What the task requires: Transcribe, verbatim, every line from the start of the entries through the line that contains "display:grid; grid-template-columns:65px 1fr"; include both boundary lines and omit all others.

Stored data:
***
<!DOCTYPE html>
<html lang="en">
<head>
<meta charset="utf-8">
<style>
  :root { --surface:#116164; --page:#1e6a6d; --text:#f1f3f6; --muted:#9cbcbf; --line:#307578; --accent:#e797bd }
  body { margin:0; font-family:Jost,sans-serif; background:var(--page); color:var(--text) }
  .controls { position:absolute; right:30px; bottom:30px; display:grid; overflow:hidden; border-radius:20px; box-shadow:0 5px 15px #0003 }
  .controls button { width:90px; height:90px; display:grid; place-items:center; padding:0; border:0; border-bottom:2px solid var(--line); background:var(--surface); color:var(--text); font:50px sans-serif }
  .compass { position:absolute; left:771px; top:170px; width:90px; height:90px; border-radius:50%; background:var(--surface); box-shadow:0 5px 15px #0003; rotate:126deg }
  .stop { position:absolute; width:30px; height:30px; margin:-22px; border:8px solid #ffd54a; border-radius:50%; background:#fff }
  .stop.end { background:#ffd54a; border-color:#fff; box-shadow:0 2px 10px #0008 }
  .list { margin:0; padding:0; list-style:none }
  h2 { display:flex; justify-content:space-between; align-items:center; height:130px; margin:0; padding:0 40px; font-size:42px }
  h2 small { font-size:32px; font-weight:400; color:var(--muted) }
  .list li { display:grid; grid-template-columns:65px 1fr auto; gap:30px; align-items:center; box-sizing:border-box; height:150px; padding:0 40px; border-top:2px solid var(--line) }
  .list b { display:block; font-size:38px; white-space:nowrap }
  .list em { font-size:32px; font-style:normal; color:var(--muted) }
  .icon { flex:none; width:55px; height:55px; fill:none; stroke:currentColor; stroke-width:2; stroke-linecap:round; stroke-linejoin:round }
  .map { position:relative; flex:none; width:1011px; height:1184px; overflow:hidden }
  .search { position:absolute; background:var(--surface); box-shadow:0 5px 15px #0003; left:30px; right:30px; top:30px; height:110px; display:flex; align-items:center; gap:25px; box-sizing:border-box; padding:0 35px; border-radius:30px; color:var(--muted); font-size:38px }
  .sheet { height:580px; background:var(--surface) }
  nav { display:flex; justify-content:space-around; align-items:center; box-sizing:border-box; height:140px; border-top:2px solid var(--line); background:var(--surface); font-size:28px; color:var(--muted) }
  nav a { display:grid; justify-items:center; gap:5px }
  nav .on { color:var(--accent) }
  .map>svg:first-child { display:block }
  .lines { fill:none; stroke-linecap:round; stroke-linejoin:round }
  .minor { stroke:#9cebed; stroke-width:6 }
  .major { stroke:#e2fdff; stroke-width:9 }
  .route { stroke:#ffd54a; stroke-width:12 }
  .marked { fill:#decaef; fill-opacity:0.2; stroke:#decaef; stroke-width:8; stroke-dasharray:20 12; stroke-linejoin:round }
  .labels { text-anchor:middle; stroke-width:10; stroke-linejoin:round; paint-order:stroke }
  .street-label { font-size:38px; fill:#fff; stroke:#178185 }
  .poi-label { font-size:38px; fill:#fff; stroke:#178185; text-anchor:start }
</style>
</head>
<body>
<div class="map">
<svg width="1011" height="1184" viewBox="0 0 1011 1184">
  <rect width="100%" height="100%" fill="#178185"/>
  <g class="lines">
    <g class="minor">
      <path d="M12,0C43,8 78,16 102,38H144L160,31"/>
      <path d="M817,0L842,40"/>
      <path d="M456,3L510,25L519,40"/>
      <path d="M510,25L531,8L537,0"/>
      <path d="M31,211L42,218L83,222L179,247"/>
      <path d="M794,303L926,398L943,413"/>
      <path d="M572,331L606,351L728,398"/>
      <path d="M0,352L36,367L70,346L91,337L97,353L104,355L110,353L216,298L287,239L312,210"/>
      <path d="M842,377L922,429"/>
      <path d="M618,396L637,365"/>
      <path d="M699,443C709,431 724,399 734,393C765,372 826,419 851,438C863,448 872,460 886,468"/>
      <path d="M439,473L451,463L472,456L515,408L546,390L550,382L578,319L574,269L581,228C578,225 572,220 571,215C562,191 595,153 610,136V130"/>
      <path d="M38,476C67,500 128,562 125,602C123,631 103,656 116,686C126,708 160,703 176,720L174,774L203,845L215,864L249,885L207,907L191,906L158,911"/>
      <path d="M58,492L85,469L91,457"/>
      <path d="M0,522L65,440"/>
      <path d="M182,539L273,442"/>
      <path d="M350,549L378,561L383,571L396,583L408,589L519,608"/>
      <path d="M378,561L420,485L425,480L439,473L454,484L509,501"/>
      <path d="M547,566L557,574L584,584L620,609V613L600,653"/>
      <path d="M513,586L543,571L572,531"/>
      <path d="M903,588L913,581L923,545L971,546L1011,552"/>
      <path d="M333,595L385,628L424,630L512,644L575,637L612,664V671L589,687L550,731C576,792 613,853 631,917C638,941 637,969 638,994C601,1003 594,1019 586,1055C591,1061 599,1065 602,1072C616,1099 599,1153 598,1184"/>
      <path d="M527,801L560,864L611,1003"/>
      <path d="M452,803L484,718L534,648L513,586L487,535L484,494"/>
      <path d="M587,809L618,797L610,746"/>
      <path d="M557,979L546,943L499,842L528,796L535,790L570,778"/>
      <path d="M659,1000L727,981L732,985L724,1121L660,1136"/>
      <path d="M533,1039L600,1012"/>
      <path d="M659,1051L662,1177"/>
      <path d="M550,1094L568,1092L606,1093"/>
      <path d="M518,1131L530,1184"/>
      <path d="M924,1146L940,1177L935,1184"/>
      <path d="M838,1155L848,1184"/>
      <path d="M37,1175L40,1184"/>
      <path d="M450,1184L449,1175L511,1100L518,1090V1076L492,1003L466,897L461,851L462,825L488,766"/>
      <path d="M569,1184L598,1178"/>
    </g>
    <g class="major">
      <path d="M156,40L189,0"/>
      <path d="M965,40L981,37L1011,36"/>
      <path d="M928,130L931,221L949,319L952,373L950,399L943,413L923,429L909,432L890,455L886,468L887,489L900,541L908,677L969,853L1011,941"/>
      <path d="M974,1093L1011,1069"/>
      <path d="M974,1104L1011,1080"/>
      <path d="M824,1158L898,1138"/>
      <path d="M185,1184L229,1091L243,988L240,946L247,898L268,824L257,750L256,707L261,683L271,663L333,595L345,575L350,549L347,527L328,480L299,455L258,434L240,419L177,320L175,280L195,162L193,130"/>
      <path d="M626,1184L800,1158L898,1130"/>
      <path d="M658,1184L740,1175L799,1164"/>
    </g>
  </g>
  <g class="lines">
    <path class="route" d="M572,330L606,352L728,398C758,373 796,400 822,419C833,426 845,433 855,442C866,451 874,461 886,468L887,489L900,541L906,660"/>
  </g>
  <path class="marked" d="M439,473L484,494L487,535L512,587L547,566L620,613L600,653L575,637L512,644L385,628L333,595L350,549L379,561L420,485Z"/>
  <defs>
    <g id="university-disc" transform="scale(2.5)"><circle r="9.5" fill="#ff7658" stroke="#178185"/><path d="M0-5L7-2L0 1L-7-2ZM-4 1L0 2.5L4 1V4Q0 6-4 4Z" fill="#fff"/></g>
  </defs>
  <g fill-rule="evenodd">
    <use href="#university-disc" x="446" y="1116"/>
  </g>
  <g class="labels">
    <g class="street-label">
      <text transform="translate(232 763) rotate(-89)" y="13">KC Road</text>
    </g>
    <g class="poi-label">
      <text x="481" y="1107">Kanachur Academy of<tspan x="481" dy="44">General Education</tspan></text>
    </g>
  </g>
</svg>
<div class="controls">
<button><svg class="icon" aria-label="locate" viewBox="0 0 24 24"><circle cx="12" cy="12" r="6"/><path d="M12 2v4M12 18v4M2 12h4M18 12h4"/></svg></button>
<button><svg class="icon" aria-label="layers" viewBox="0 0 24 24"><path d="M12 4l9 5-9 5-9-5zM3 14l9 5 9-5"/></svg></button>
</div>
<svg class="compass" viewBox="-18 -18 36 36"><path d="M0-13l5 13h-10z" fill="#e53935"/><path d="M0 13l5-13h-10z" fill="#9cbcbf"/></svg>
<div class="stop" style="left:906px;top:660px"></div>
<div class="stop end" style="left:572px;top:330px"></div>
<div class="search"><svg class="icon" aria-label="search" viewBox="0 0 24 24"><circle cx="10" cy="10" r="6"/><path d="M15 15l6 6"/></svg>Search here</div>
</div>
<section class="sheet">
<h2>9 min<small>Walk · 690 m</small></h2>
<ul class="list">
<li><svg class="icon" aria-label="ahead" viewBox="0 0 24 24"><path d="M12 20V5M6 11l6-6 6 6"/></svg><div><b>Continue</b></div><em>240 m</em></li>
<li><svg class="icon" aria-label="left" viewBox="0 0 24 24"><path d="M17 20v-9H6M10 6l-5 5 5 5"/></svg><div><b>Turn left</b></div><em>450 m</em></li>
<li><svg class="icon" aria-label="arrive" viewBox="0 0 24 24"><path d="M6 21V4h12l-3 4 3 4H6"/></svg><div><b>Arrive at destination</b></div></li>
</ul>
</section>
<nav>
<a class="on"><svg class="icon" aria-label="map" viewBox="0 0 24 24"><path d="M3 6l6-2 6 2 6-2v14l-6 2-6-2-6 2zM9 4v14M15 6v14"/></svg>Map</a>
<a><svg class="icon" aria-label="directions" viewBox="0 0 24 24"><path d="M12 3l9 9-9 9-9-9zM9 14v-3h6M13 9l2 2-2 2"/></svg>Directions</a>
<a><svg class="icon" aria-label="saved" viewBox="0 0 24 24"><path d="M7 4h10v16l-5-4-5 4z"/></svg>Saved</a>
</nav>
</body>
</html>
***
Solution to this task:
<!DOCTYPE html>
<html lang="en">
<head>
<meta charset="utf-8">
<style>
  :root { --surface:#116164; --page:#1e6a6d; --text:#f1f3f6; --muted:#9cbcbf; --line:#307578; --accent:#e797bd }
  body { margin:0; font-family:Jost,sans-serif; background:var(--page); color:var(--text) }
  .controls { position:absolute; right:30px; bottom:30px; display:grid; overflow:hidden; border-radius:20px; box-shadow:0 5px 15px #0003 }
  .controls button { width:90px; height:90px; display:grid; place-items:center; padding:0; border:0; border-bottom:2px solid var(--line); background:var(--surface); color:var(--text); font:50px sans-serif }
  .compass { position:absolute; left:771px; top:170px; width:90px; height:90px; border-radius:50%; background:var(--surface); box-shadow:0 5px 15px #0003; rotate:126deg }
  .stop { position:absolute; width:30px; height:30px; margin:-22px; border:8px solid #ffd54a; border-radius:50%; background:#fff }
  .stop.end { background:#ffd54a; border-color:#fff; box-shadow:0 2px 10px #0008 }
  .list { margin:0; padding:0; list-style:none }
  h2 { display:flex; justify-content:space-between; align-items:center; height:130px; margin:0; padding:0 40px; font-size:42px }
  h2 small { font-size:32px; font-weight:400; color:var(--muted) }
  .list li { display:grid; grid-template-columns:65px 1fr auto; gap:30px; align-items:center; box-sizing:border-box; height:150px; padding:0 40px; border-top:2px solid var(--line) }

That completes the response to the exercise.